Dava açılmadan önce "Ermeni olmadığı halde bir kişiye Ermenisin…" demenin kişilik haklarını ihlal edip etmeyeceği üzerinde durulması gerekir. Salt "Ermeni…" sözü gerçekte o kişi Ermeni olmasa dahi "küçültücü, kişilik haklarını zedeleyici…" bir söz olarak değerlendirilemez. Sadece hatalı bir tespit, nitelendirme olur. Aksi düşünce ırkçılığın mahkeme eliyle tezahür etmesine neden olur ki, uygar toplumlarda, hukuk devletinin hakim olduğu ülkelerde bu mümkün değildir.

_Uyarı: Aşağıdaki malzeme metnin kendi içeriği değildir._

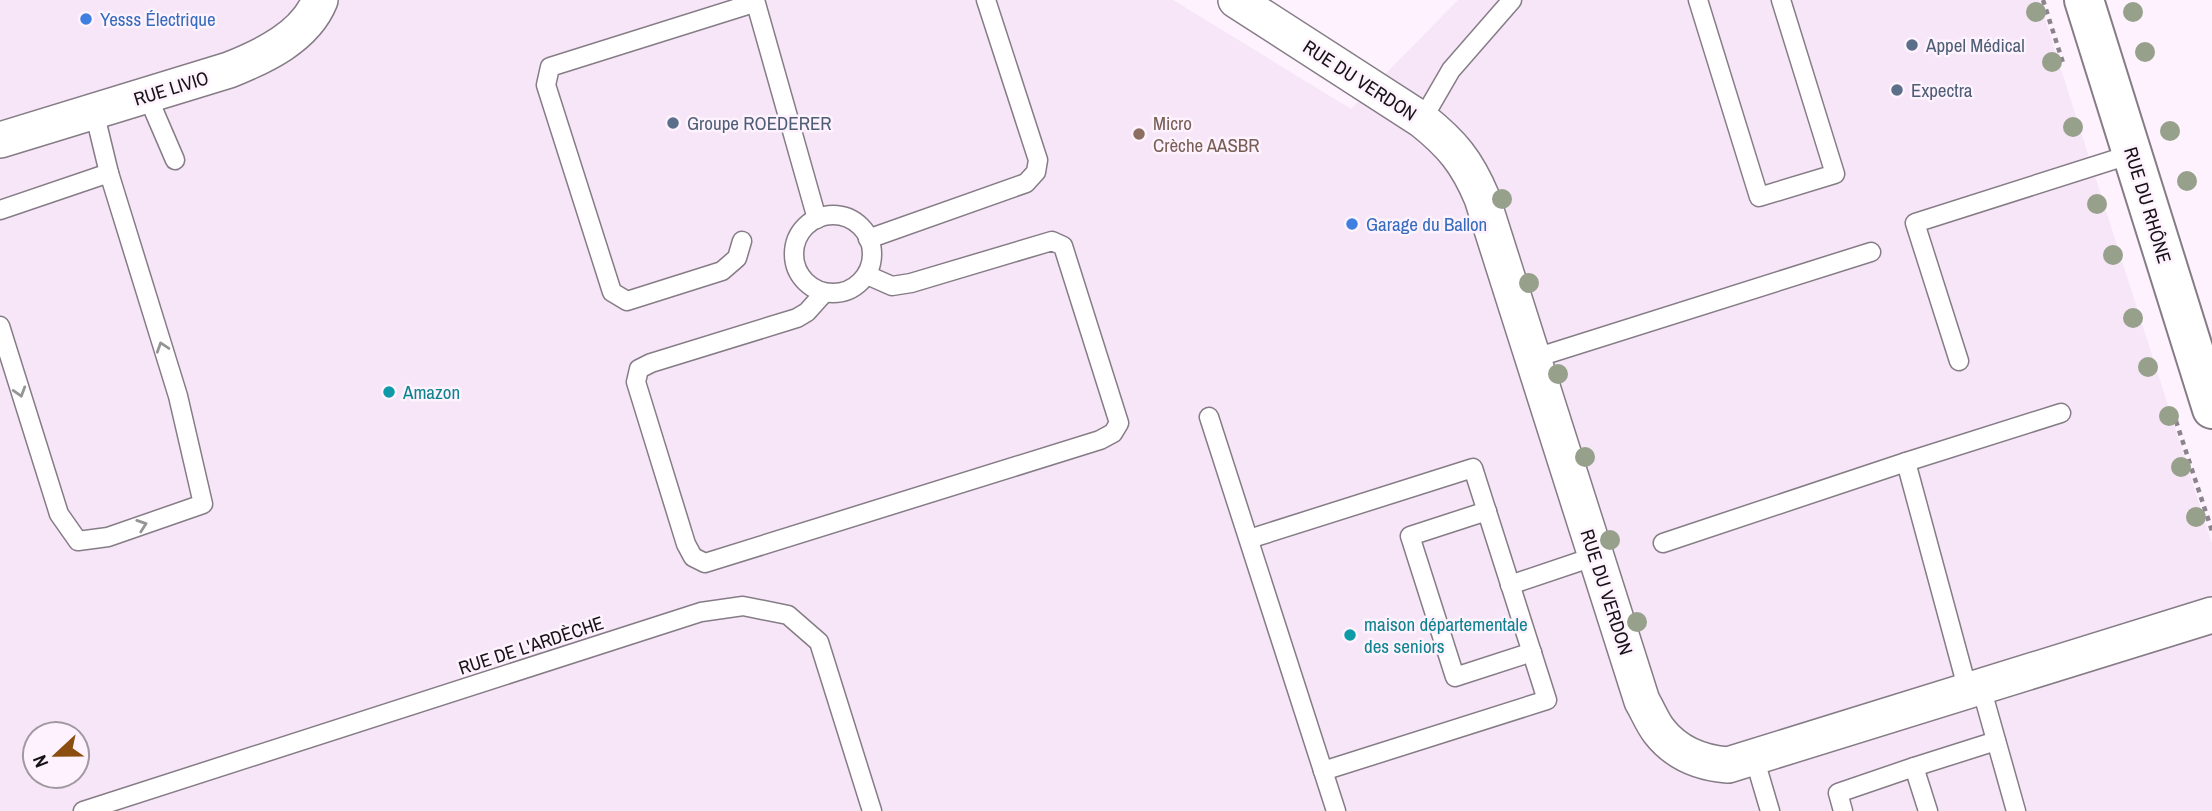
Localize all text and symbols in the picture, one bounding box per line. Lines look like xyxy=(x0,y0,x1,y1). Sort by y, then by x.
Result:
place label: Yesss Électrique xyxy=(100,6,216,32)
marker: Yesss Électrique xyxy=(78,11,94,27)
place label: Appel Médical xyxy=(1925,32,2025,58)
street label: RUE DU VERDON xyxy=(1298,34,1422,126)
marker: Appel Médical xyxy=(1904,37,1920,53)
street label: RUE LIVIO xyxy=(130,64,212,112)
place label: Expectra xyxy=(1911,77,1973,103)
marker: Expectra xyxy=(1889,82,1905,98)
place label: Groupe ROEDERER xyxy=(687,110,832,136)
place label: Micro Crèche AASBR xyxy=(1153,110,1260,158)
marker: Groupe ROEDERER xyxy=(665,115,681,131)
marker: Micro Crèche AASBR xyxy=(1131,126,1147,142)
street label: RUE DU RHÔNE xyxy=(2118,144,2178,266)
place label: Garage du Ballon xyxy=(1366,211,1487,237)
marker: Garage du Ballon xyxy=(1344,216,1360,232)
one-way arrow xyxy=(156,341,171,353)
place label: Amazon xyxy=(402,379,460,405)
marker: Amazon xyxy=(381,384,397,400)
one-way arrow xyxy=(11,385,26,397)
one-way arrow xyxy=(135,519,147,533)
street label: RUE DU VERDON xyxy=(1574,526,1640,658)
street label: RUE DE L'ARDÈCHE xyxy=(455,609,607,681)
place label: maison départementale des seniors xyxy=(1364,611,1528,659)
marker: maison départementale des seniors xyxy=(1342,627,1358,643)
north arrow xyxy=(21,720,91,790)
text: N xyxy=(26,751,54,771)

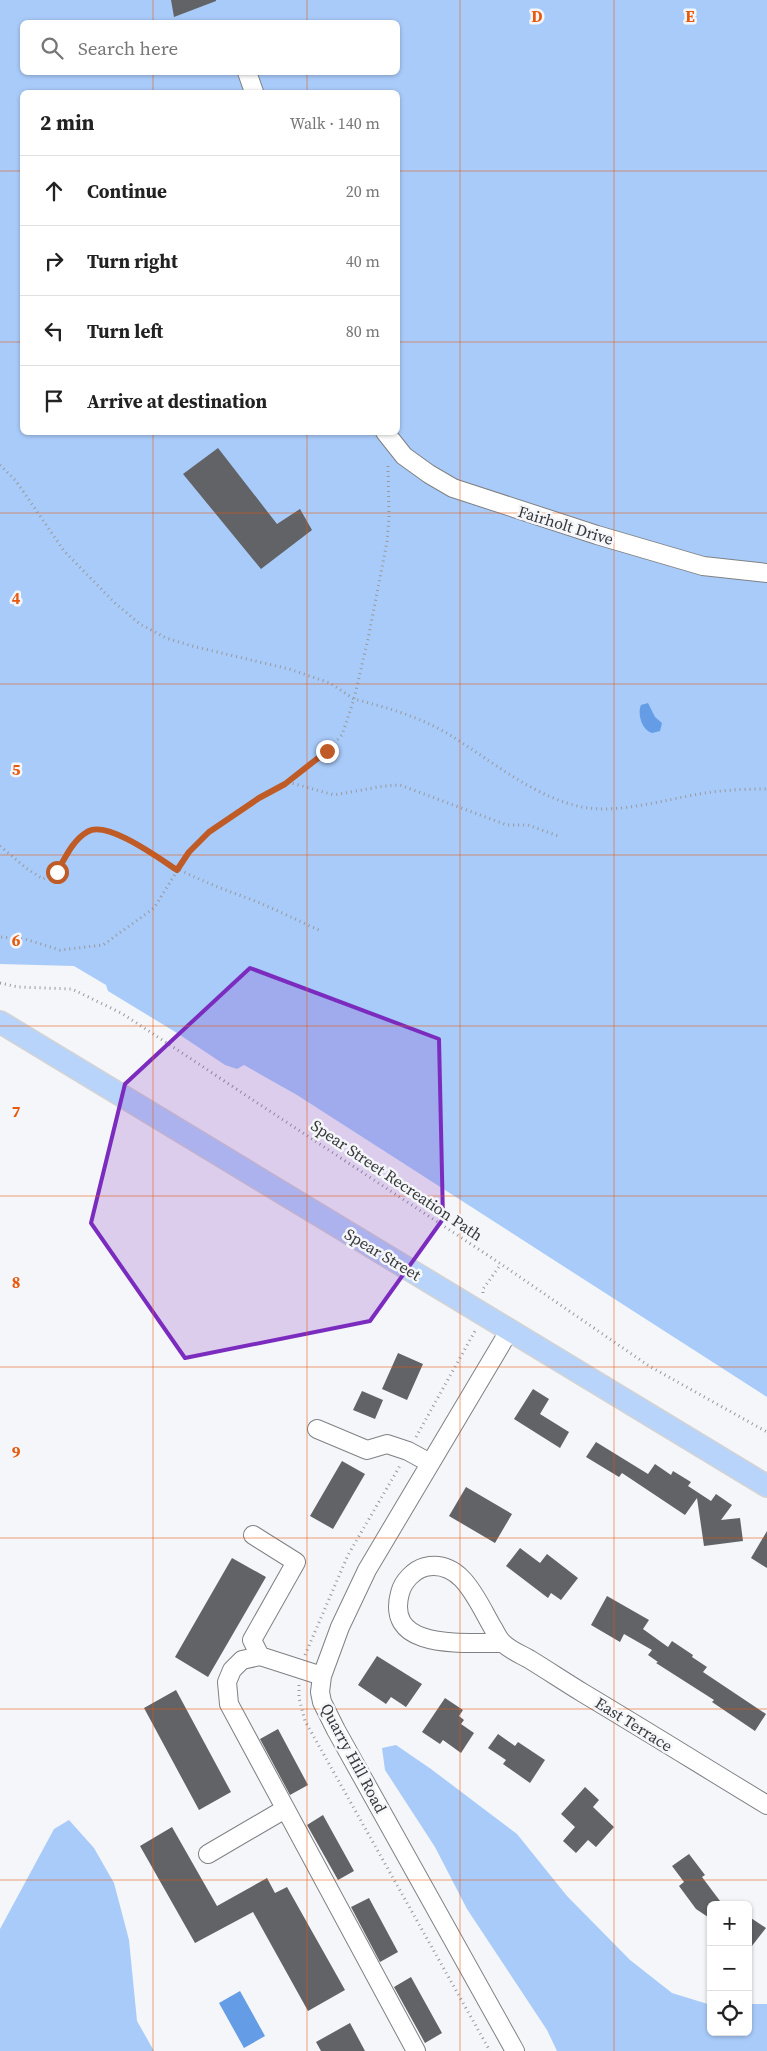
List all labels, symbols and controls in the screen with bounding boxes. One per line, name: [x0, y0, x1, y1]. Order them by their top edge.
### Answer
text: D: [531, 5, 543, 27]
text: E: [685, 5, 695, 27]
search box: [20, 20, 400, 75]
icon: search: [38, 34, 66, 62]
text: Search here: [78, 35, 178, 61]
text: 2 min: [40, 108, 95, 137]
text: Walk · 140 m: [290, 112, 380, 134]
icon: ahead: [40, 177, 68, 205]
text: Continue: [87, 178, 167, 204]
text: 20 m: [346, 180, 380, 202]
icon: right: [40, 247, 68, 275]
text: Turn right: [87, 248, 178, 274]
text: 40 m: [346, 250, 380, 272]
icon: left: [40, 317, 68, 345]
text: Turn left: [87, 318, 163, 344]
text: 80 m: [346, 320, 380, 342]
icon: arrive: [40, 387, 68, 415]
text: Arrive at destination: [87, 388, 267, 414]
street label: Fairholt Drive: [516, 500, 616, 550]
text: 4: [12, 587, 21, 609]
route end: [316, 740, 339, 763]
text: 5: [12, 758, 21, 780]
route start: [46, 861, 69, 884]
text: 6: [12, 929, 21, 951]
text: 7: [12, 1100, 21, 1122]
street label: Spear Street Recreation Path: [307, 1114, 487, 1246]
street label: Spear Street: [341, 1223, 426, 1286]
text: 8: [12, 1271, 20, 1293]
text: 9: [12, 1441, 21, 1463]
street label: East Terrace: [591, 1691, 677, 1757]
street label: Quarry Hill Road: [316, 1699, 392, 1817]
map controls: [707, 1901, 752, 2036]
button: +: [707, 1901, 752, 1946]
button: −: [707, 1946, 752, 1991]
button: locate: [707, 1991, 752, 2036]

Şöyle düşünelim: Bir avukatı, salt "Tıp Doktoru" olarak tanımlamak ve öyle, o şekilde kitaplarda yazmak, tek başına kişilik haklarını nasıl ki zedelemez ise, bir Rum'a, Türk demek de zedelemez. Keza Bir Alman'a, Bir Türk'e Ermeni demek de…

Söz konusu cümle içinde "A, Ermenidir…" sözü dışında başka ifadeler varsa o ayrı değerlendirilmelidir…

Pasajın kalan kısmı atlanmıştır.